9. Linear Regression¶

Regression Tasks¶

Recall that in a regression task, we wish to create a model capable of estimating the value of a continuous, real-valued label (or response variable) \(Y\). The model will use values of one or more features (or predictor variables) \(X^{(1)}, X^{(2)}, ..., X^{(m)}\) as inputs.

There are many different types of algorithms that you might consider creating for a given regression task. Some will work better on certain datasets than others. In this lesson, we will discuss the most basic type of regression algorithm, linear regression.

Linear Regression¶

A linear regression model uses the features \(X^{(1)}, X^{(2)}, ..., X^{(m)}\) to generate predictions for the real-valued label \(Y\) according to the following linear equation:

\[\large \hat{Y} = \hat{\beta}_0 + \hat{\beta}_1 X^{(1)} + \hat{\beta}_2 X^{(2)} + ... + \hat{\beta}_m X^{(m)}\]

The model parameters \(\hat{\beta}_0, \hat{\beta}_1, \hat{\beta}_2, ..., \hat{\beta}_m\) are calculated by a learning algorithm to generate the model that provides the best fit for the given data. The learning algorithm measures the quality of the fit using the sum of squared errors loss function.

Sum of Squared Errors Loss¶

The sum of squared errors (SSE) loss is a common loss function used in regression problems. It provides a way of scoring the performance of a regression model on a particular dataset using the size of the errors in the estimates or predictions generated by that model on that dataset. We will now explain how this loss function is calculated.

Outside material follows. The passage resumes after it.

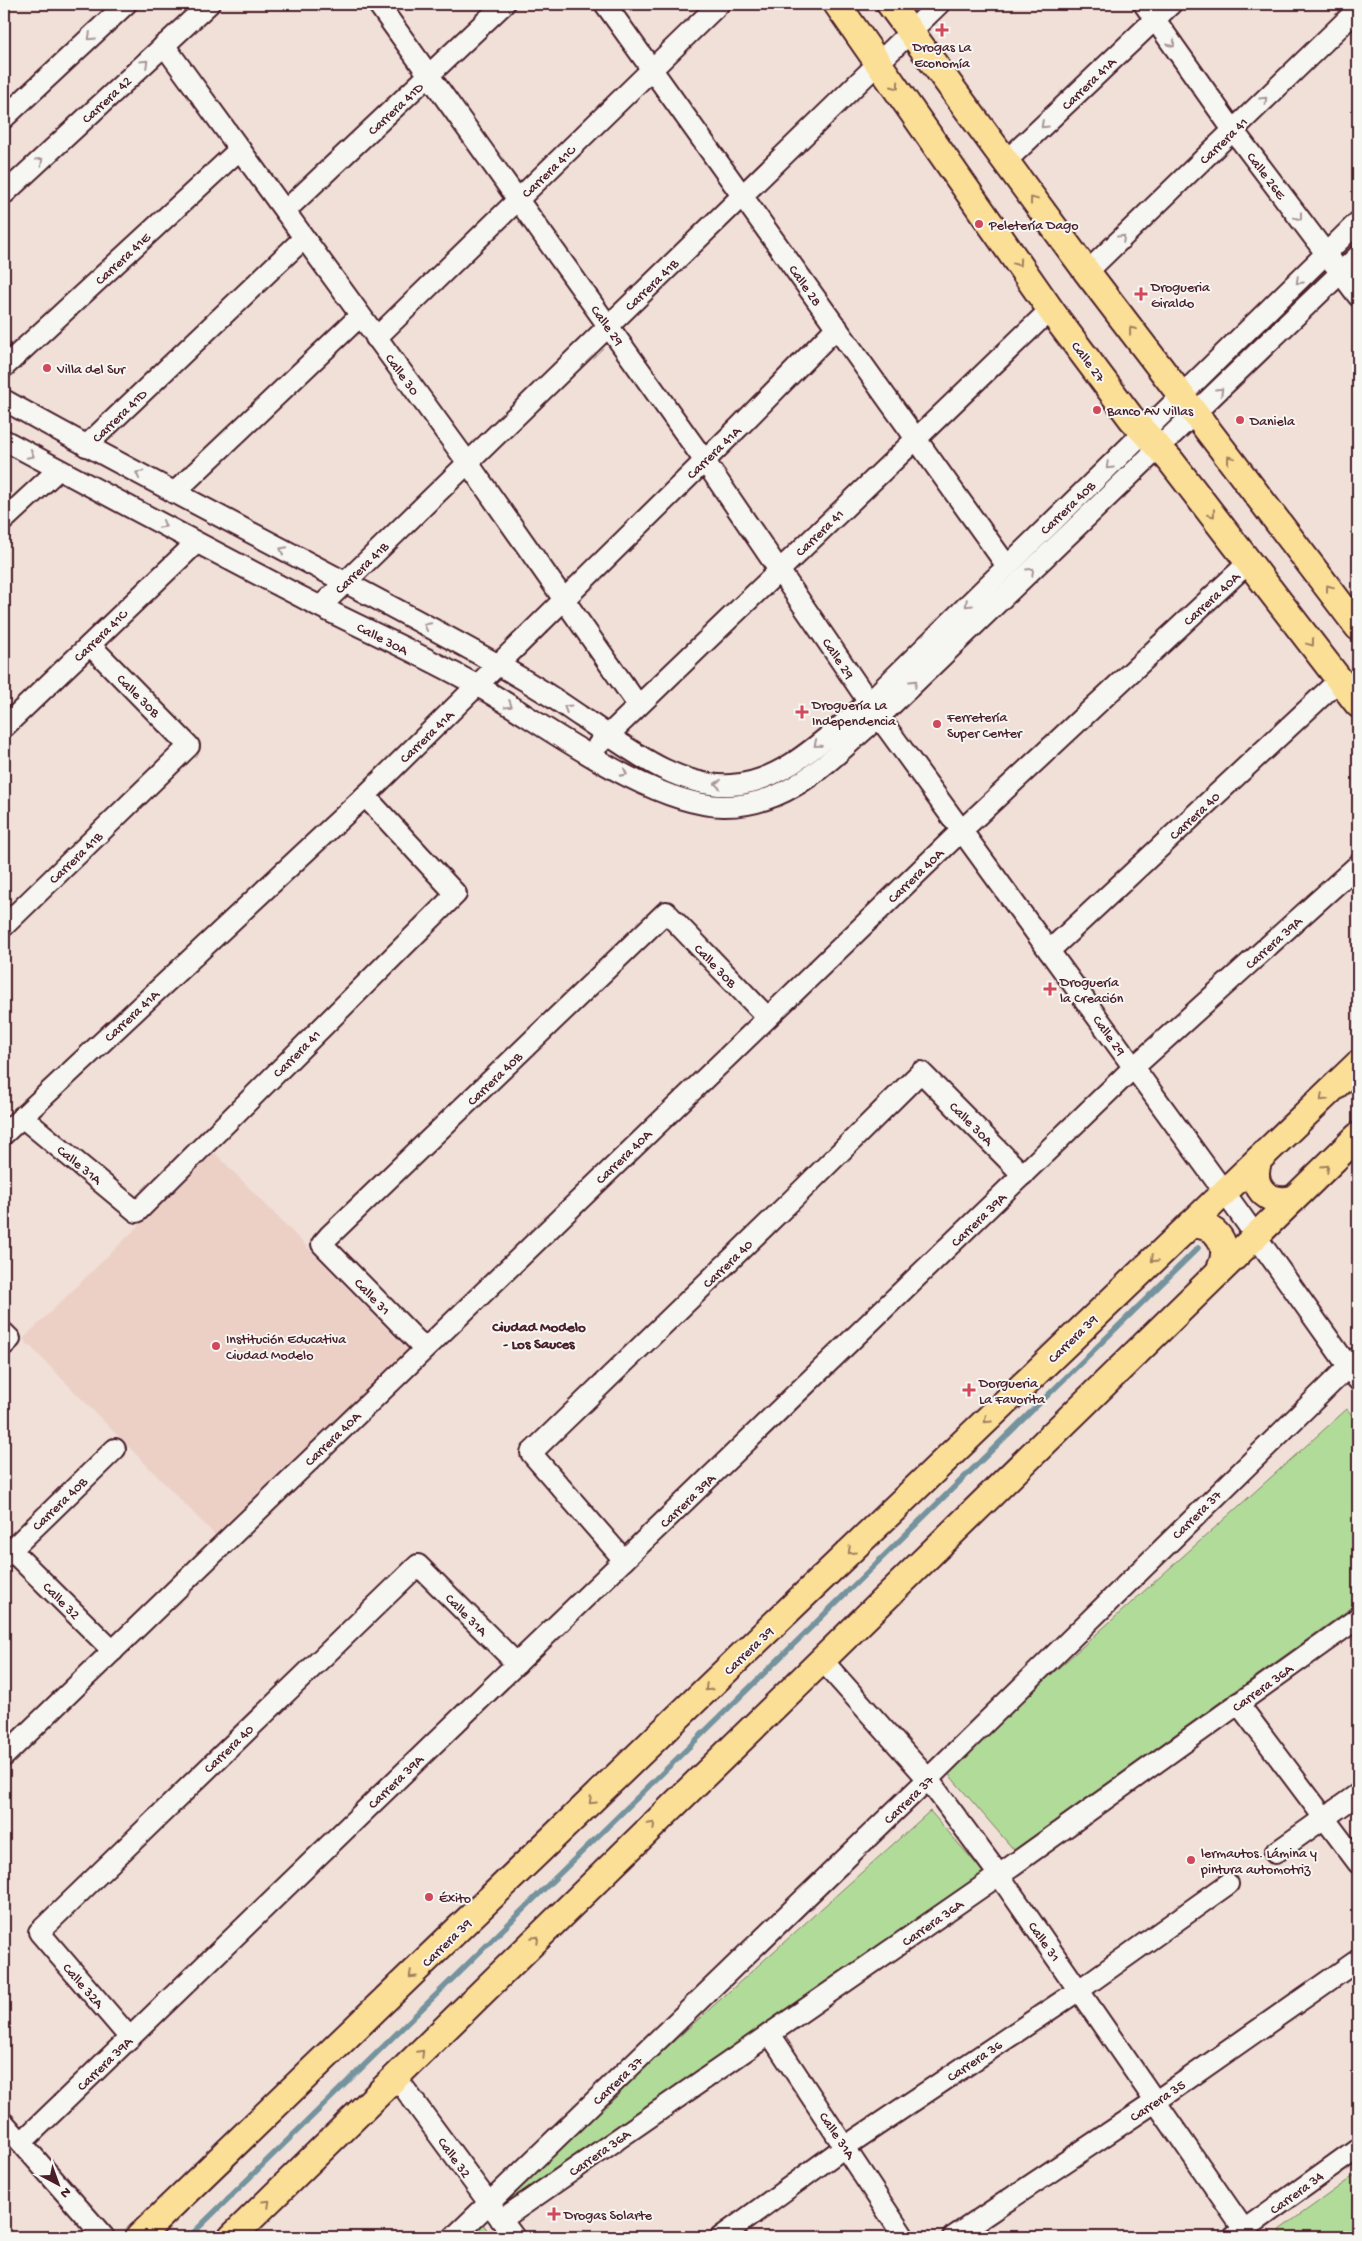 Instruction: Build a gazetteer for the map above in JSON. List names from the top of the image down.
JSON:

Let \(y_1, y_2, y_3, ..., y_n\) represent several observed values for a real-valued label \(Y\). Assume that \(\hat y_1,\hat y_2, \hat y_3, ..., \hat y_n\) are corresponding estimates generated by some regression model. The sum of squared errors loss (SSE) for the model, as calculated on this data, is given by:

\(\large SSE = \sum \hat{e}_i^2\), where \(\large\hat{e}_i = y_i - \hat{y}_i\)

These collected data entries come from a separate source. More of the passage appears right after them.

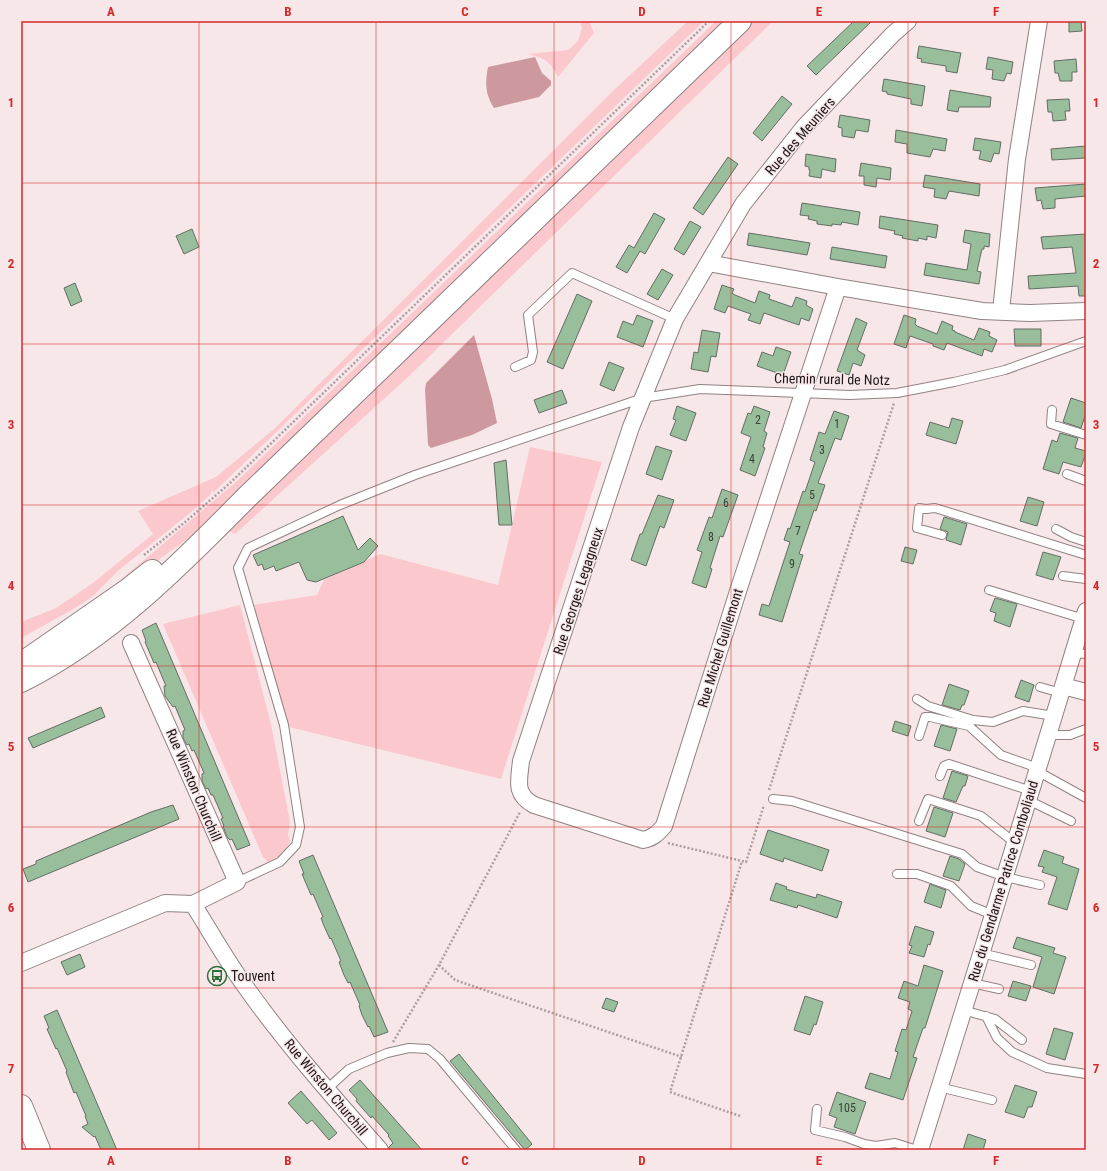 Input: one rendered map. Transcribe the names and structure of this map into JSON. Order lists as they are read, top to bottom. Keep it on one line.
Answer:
{"streets":{"street":["Rue des Meuniers","Rue Georges Legagneux","Rue Michel Guillemont","Rue Winston Churchill","Rue du Gendarme Patrice Comboliaud"],"lane":["Chemin rural de Notz"]},"crossings":[["Rue des Meuniers","Rue Georges Legagneux"],["Chemin rural de Notz","Rue Georges Legagneux"],["Chemin rural de Notz","Rue Michel Guillemont"],["Chemin rural de Notz","Rue Winston Churchill"]],"places":{"bus stop":["Touvent"]},"house_numbers":["2","1","3","4","5","6","7","8","9","105"],"grid":{"columns":["A","B","C","D","E","F"],"rows":["1","2","3","4","5","6","7"]}} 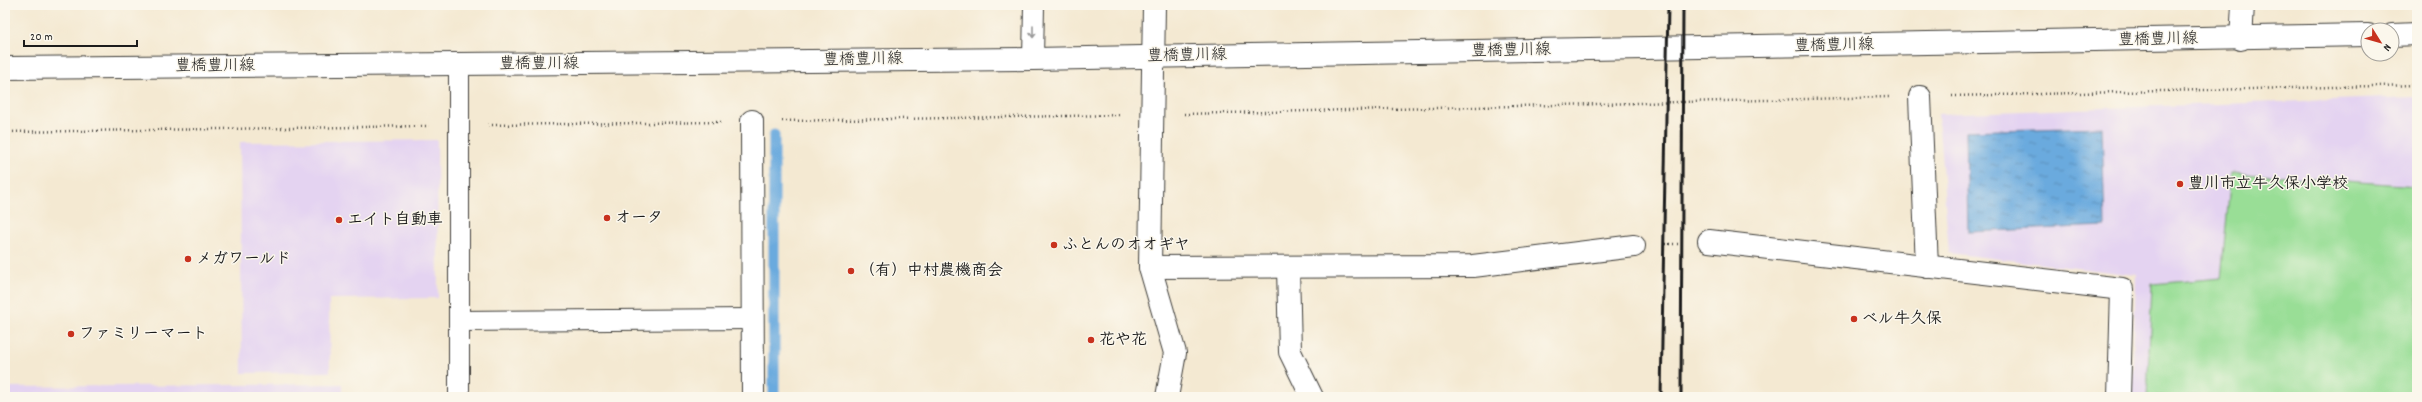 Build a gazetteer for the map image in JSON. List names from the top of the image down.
{
  "streets": {
    "main road": ["豊橋豊川線"]
  },
  "places": [
    "豊川市立牛久保小学校",
    "オータ",
    "エイト自動車",
    "ふとんのオオギヤ",
    "メガワールド",
    "（有）中村農機商会",
    "ベル牛久保",
    "ファミリーマート",
    "花や花"
  ],
  "scale_bar": "20 m",
  "north": "bottom right"
}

The formula for SSE can also be written as:

\(\large SSE = \sum \left( y_i - \hat{y}_i \right)^2\).

The goal of the learning algorithm in a linear regression problem is to find the values of \(\hat{\beta}_0, \hat{\beta}_1, \hat{\beta}_2, ..., \hat{\beta}_m\) that result in a model with the smallest SSE.

Linear Regression in Scikit-Learn¶

Linear regression models are created in Scikit-Learn as instances of the LinearRegression class, which is found in the sklearn.linear_model module. We will import that now, along with some other packages that we will need in this lesson.

import numpy as np
import pandas as pd
import matplotlib.pyplot as plt
from sklearn.model_selection import train_test_split
from sklearn.linear_model import LinearRegression

---------------------------------------------------------------------------
ModuleNotFoundError                       Traceback (most recent call last)
<ipython-input-1-938cd94c68ef> in <module>
      1 import numpy as np
----> 2 import pandas as pd
      3 import matplotlib.pyplot as plt
      4 from sklearn.model_selection import train_test_split
      5 from sklearn.linear_model import LinearRegression

ModuleNotFoundError: No module named 'pandas'

We will now look at some examples of creating linear regression models in Scikit-Learn.

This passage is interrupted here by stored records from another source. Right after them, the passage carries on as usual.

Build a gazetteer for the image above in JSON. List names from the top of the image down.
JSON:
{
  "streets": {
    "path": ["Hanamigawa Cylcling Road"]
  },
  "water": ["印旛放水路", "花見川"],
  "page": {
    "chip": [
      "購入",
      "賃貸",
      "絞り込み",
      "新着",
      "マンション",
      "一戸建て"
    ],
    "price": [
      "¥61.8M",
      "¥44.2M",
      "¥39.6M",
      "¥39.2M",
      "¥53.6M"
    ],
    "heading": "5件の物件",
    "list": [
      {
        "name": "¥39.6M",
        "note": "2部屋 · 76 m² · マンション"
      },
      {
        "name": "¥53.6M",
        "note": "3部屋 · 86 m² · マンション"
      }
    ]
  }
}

Example 1: Synthetic Data with a Single Feature¶

As our first example, we will consider a regression problem with only one feature, \(X\). A linear regression model with only one feature is called a simple linear regression model.

In the cell below, we use NumPy to randomly generate a synthetic dataset consisting of a single predictor, and a continuous label. Notice that the data below was generated by selecting points on a line with an intercept of 5 and a slope of 1.4, and then adding some randomly generated, normally distributed “noise” to the y-values.

np.random.seed(3)
n = 200
x = np.random.normal(loc=5, scale=1.8, size=n)
y = 5 + 1.4 * x + np.random.normal(loc=0, scale=1.5, size=n)

# The features need to be stored in a 2D array or DataFrame
X = x.reshape(n,1)

print('Shape of X:', X.shape)
print('Shape of y:', y.shape)

We display a scatter plot of our synthetic dataset below.

plt.figure(figsize=[6,4])
plt.scatter(x, y, alpha=0.6, color='plum', edgecolor='k')
plt.xlim([0,10.5])
plt.ylim([0,25])
plt.xlabel('x')
plt.ylabel('y')
plt.show()

We will now split the dataset into training and test sets, using an 80/20 split. We will not create a validation set in this instance, as we will not be comparing different models in this example.

X_train, X_test, y_train, y_test = train_test_split(X, y, test_size = 0.2, random_state=1)

The figure below displays scatter plots of the training and test sets.

plt.figure(figsize=[12,4])
plt.subplot(1,2,1)
plt.scatter(X_train, y_train, alpha=0.6, color='cornflowerblue', edgecolor='k')
plt.xlim([0,10.5])
plt.ylim([0,25])
plt.xlabel('x')
plt.ylabel('y')
plt.title('Training Set')
plt.subplot(1,2,2)
plt.scatter(X_test, y_test, alpha=0.6, color='salmon', edgecolor='k')
plt.xlim([0,10.5])
plt.ylim([0,25])
plt.xlabel('x')
plt.ylabel('y')
plt.title('Test Set')
plt.show()

We will now use the LinearRegression class from Scikit-Learn to create the regression model. The trained model object will contain two new attributes: intercept_ and coef_. The intercept_ attribute contains the optimal value of \(\hat\beta_0\) in the fitted model. The coef_ attribute contains a list of values of the other \(\hat\beta_i\) parameters. In this case, the list will contain only \(\hat\beta_1\).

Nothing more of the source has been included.